TASK DETAILS - Check each line of the entries for "переулок" and report the ones that have it.
==== SUPPLIED MATERIAL
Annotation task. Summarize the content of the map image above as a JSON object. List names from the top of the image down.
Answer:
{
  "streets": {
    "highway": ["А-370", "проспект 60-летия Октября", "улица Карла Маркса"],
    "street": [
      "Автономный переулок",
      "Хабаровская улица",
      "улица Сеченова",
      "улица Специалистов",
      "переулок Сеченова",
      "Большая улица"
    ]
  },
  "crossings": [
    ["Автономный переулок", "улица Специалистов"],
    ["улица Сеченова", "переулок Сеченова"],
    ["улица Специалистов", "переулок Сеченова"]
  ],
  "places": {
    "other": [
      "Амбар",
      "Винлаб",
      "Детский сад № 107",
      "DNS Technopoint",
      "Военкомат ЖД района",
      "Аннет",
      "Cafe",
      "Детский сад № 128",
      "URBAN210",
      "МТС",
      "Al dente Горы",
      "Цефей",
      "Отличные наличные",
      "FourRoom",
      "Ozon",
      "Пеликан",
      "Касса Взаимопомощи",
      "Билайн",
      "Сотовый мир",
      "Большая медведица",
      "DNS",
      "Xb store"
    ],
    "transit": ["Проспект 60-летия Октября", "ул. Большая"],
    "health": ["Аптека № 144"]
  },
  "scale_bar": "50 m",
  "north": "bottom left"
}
========
OUTPUT OF THE TASK -
      "Автономный переулок",
      "переулок Сеченова",
    ["Автономный переулок", "улица Специалистов"],
    ["улица Сеченова", "переулок Сеченова"],
    ["улица Специалистов", "переулок Сеченова"]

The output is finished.